----- SOURCE MATERIAL

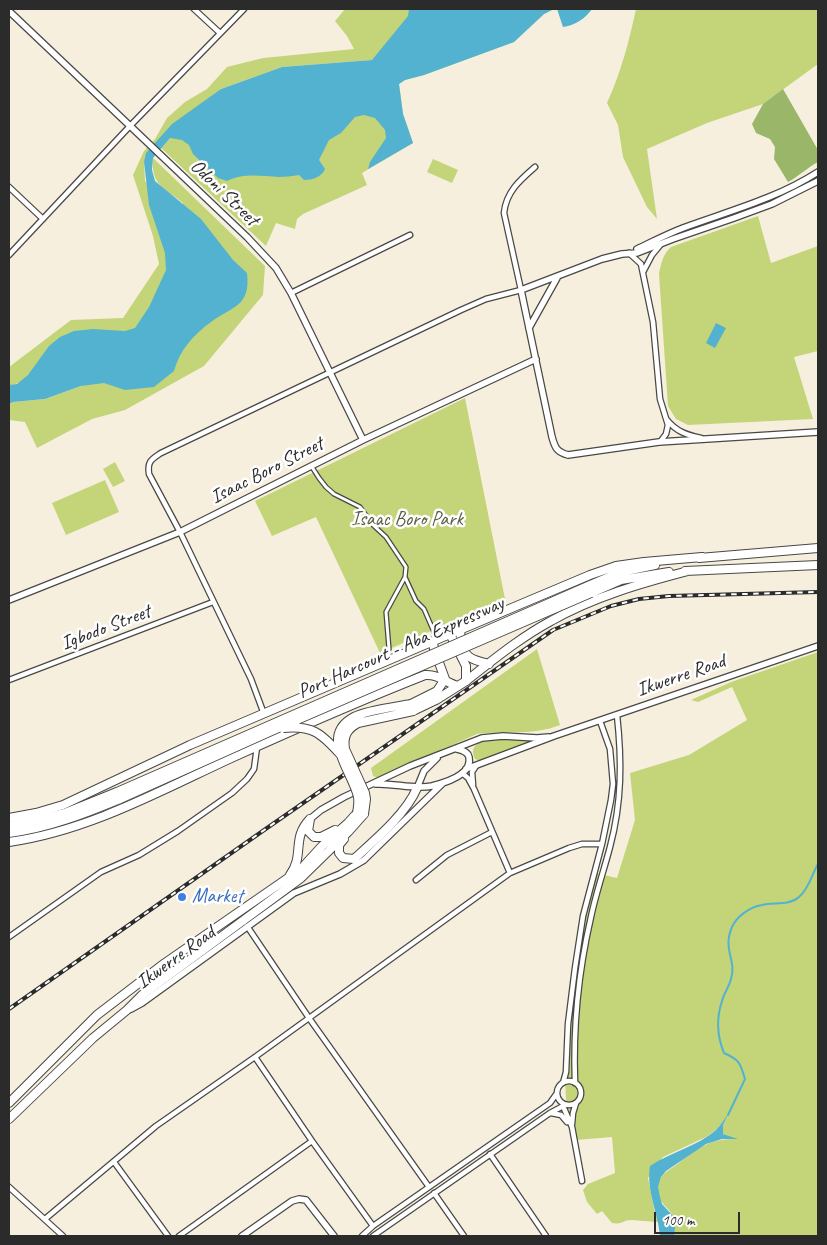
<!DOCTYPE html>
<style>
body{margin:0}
#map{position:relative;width:827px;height:1245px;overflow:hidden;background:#f6efde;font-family:Caveat,sans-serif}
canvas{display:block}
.frame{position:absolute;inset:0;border:10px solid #2b2b2b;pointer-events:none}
.scale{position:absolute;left:654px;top:1212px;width:86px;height:22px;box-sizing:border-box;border:2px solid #2b2b2b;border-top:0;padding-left:6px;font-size:15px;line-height:18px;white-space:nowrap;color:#2b2b2b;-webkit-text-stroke:4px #fff;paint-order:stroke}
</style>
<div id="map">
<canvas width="827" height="1245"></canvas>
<div class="frame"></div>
<div class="scale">100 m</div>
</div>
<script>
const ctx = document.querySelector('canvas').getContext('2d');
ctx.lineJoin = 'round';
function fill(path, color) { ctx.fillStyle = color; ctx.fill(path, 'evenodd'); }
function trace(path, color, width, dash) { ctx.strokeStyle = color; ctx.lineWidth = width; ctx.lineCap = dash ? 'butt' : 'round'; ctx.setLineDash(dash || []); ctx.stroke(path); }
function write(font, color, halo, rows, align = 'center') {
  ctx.font = font + ' Caveat,sans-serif'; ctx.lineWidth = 5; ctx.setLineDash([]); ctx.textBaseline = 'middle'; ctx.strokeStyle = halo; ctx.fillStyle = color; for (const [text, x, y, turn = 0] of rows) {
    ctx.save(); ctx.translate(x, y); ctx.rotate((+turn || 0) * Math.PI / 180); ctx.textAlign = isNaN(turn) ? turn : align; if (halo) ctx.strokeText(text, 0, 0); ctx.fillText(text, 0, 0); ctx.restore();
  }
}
fill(new Path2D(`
 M345,9H435L372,60L282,67L221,89L144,162L145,181L177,217L159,338L9,386V367L71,320L123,318L159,264L153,236L133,175L144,151L155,139L167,118L185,102L207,89L227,67L263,58L354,49L347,36L335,21Z
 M554,9L544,14L514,42L424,75L405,80L399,84L403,114L413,143L362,173L367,185L303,214L297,219L295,229L276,223L266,246L161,148L170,138L354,77L464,17Z
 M636,9H818V64L763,104L707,123L647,149L657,219L647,207L623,157L618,125L607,103C621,72 629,42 636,9Z
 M153,158L265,266L263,295L204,366L125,410L92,419L37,448L25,422L9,420V404L13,402L45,399L81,386L152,356L183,203C164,188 151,185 153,158Z
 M433,159L458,170L452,183L427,172Z
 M758,216L771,263L818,246V351L794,357L813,419L688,425L676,419L668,406L659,274C661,263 663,254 671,247Z
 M465,398L505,599L380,653L316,517L272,536L255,501Z
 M115,462L125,481L113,487L103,469Z
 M105,480L119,512L66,535L52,503Z
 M537,649L560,725C533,736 505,730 477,734L378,778L373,776L371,768Z
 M818,652V1236H674C674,1230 675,1223 673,1217C669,1206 657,1204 658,1187C659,1173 671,1170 680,1162C700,1147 709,1139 736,1139L723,1134V1125L726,1117L717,1129L706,1137L663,1157L648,1178L655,1213L659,1222C649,1221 640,1221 631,1220C623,1220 623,1225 612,1223L602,1211L597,1214L587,1202L583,1190L588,1184L615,1173L612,1137L576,1140L566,1099L565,1078L570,1008L583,915L595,873L617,878L635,820L630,773L689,755L747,720L732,687L698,702L691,700L731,682Z
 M498,739L526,741L529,742L527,744L480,761L475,759C467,742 486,740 498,739Z`), '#c3d578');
fill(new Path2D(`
 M783,89L818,150V162C807,168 799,176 788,182L774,159L775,147L770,139L756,133L752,124L763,104Z`), '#9ab668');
fill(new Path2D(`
 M409,9H554L544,14L514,42L424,75L405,80L399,84L403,114L413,143L368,169L370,162L386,138L385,130L375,118L364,115L355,117L341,133L329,140L319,160L325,169C322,177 312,180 304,180L299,175C292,176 285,177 279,177C261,176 244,173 227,181L218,178L193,154L189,145L182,140L170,138L153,158L152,170L155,181L201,219L233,260L247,273C251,307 232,306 211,322C194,334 179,351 174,371L154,387L125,390L104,383L81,386L45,399L13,402L9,404V385L17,384L28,375L49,346L60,337L74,331L93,329L125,331L135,328L149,307L166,270L165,253L149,205L144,162L146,153L172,124L221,89L282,67L372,60L408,16Z
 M557,9H592C586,18 574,26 563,27Z
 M716,323L726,328L715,348L706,343Z
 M728,1114L723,1125V1134L738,1139H722L706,1144L666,1171L661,1177L658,1187L660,1197L662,1204L673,1216L675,1228L674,1236H660C658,1212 646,1191 650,1166C671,1152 698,1146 716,1130C721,1125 724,1119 728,1114Z`), '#52b2d0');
trace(new Path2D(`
 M728,1115L745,1079C740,1063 740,1060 724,1053C717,1036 716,1019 722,1001C724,993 729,987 731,979C737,960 722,950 732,927C737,916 750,907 762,905C774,902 789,906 799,897C809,889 812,874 818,864`), '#52b2d0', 2);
const pedestrian = new Path2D(`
 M312,467L319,478L326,487L334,494L360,507L373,525L386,537L406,567L405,577L416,601L424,609L437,639
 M389,649L386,612L405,577`);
const minor = new Path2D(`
 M194,9L220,33
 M9,187L43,219
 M629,253L641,264L653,322L660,399L668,425L666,434L660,442
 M9,255L130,126L244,9
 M643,272L652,255L661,244
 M291,293L410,235
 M667,420C676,431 686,435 701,438
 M9,680L213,602
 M264,714L251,679L180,532L149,474C147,461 152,459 161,453L461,310L486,299L521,290L504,213C506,192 520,180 535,167
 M462,773L468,778L474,789L510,873
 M473,785L472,772L476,766
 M416,880L447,855L492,832
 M247,926L309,1018L429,1187
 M9,937L101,872L139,855L178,831L232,793L247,779L254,769L257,747
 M255,1057L312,1141L373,1226
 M557 1093a12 12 0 1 1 24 0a12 12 0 1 1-24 0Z
 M563,1083L566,1072L568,1024L575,968L583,916L602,844L611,800L613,784L610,749L600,721
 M575,1083C573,1029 579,969 591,917C596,893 604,870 610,847C622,802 622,761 617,715
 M563,1106L572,1127L582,1181
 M551,1113L561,1115L567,1122
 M572,1124L573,1113L576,1103
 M490,1154L546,1236
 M114,1162L168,1236
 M9,1187L63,1236
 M434,1193L464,1236
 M45,1219L156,1126L255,1057L510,873L569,848L582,844H602
 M179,1236L312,1141
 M362,1236L373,1226L550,1103L557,1093
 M373,1236L550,1113L565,1105`);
const tertiary = new Path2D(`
 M9,11L247,237L276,268L291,293L363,440
 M818,181L772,204L734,218L673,239L637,253L622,254L602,259L521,290L552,437C555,448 557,452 568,455L659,442L818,432
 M637,249C652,242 667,234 683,228C729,211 776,199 818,172
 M529,328L557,278
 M9,600L180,532L363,440L536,359
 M466,769L554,736L818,646
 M376,784C395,783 414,790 432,786C444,783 473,775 469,757C468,752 462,750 457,749
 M417,788L424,771L437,758
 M310,819L321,810L344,797L410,766L482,738L503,736L537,738L549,737
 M131,1009L142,1003L294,893L340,874L364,860L443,783
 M242,1236L292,1201L299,1199L306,1200L334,1236`);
const primary = new Path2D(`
 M433,642L434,649L445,679
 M411,704L437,691L445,679
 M9,818L36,813L63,805L190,745L450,634L466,666V681L436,700L413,711
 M310,819L308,831L314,837H321L335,830
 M344,839L339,845V853L343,858L354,859C375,840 406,814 417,788
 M9,842C87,831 158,792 229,759C293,730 359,701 425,675C439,674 446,683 458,686
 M290,875C305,854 291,839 310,819
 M9,1103L97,1015L165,963L301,869L322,846L348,823L357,813
 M9,1119L93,1038L127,1010L142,995L301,878L348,832L364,814`);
const trunk = new Path2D(`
 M699,558L818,548
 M685,571L818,565
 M588,586L621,572L655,565
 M591,593L621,580L669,572
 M461,628C460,632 460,635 461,640C463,658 473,660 489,664
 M450,634L590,575L616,566L644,562L702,557
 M466,681C493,660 521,637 551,621C593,597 642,583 688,571
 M9,826L65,813L117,792
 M9,833C48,828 84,814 120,799`);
trace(pedestrian, '#494846', 5.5);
trace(minor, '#494846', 7);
trace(tertiary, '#494846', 8);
trace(primary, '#494846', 10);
trace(trunk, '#494846', 10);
trace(pedestrian, '#fff', 3);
trace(minor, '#fff', 4.5);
trace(tertiary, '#fff', 5.5);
trace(primary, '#fff', 8);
trace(trunk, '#fff', 8);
const rail = new Path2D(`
 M9,1009L267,828L553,630L611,606L639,599L669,596L818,592`);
trace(rail, '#2b2b2b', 4);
trace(rail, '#fff', 2, [5.5]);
const primaryBridge = new Path2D(`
 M357,813C358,807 359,803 358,797C353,772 318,736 354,717C367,710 395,707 411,704
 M364,814L366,799L365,793L345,749C343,736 347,729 358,723L413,711`);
const trunkBridge = new Path2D(`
 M283,728C312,725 321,733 340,754
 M117,792L588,586
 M120,799L276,729L591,593`);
trace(primaryBridge, '#494846', 10, []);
trace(trunkBridge, '#494846', 10, []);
trace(primaryBridge, '#fff', 8);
trace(trunkBridge, '#fff', 8);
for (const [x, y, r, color] of [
 [182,897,5,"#3f7fe0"]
]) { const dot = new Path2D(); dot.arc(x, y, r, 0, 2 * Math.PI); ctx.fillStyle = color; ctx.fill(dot); trace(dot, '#fff', 2); }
write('20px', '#2b2b2b', '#fff', [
 ["Odoni Street",224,193,44],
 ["Isaac Boro Street",267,471,-27],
 ["Igbodo Street",106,628,-21],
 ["Port Harcourt - Aba Expressway",401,648,-24],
 ["Ikwerre Road",681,676,-19],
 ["Ikwerre Road",176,958,-36]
]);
write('20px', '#595e42', '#fff', [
 ["Isaac Boro Park",407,520]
]);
write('20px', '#366cbe', '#fff', [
 ["Market",192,897]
], 'left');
</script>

----------

**PROBLEM TO SOLVE**
Retype only this portion of the data above: the line containing "const ctx = document.querySelector('canvas').getContext('2d');", the line containing "function write(font, color, halo, rows, align", and all lines between them, exactly.

**WORKED SOLUTION**
const ctx = document.querySelector('canvas').getContext('2d');
ctx.lineJoin = 'round';
function fill(path, color) { ctx.fillStyle = color; ctx.fill(path, 'evenodd'); }
function trace(path, color, width, dash) { ctx.strokeStyle = color; ctx.lineWidth = width; ctx.lineCap = dash ? 'butt' : 'round'; ctx.setLineDash(dash || []); ctx.stroke(path); }
function write(font, color, halo, rows, align = 'center') {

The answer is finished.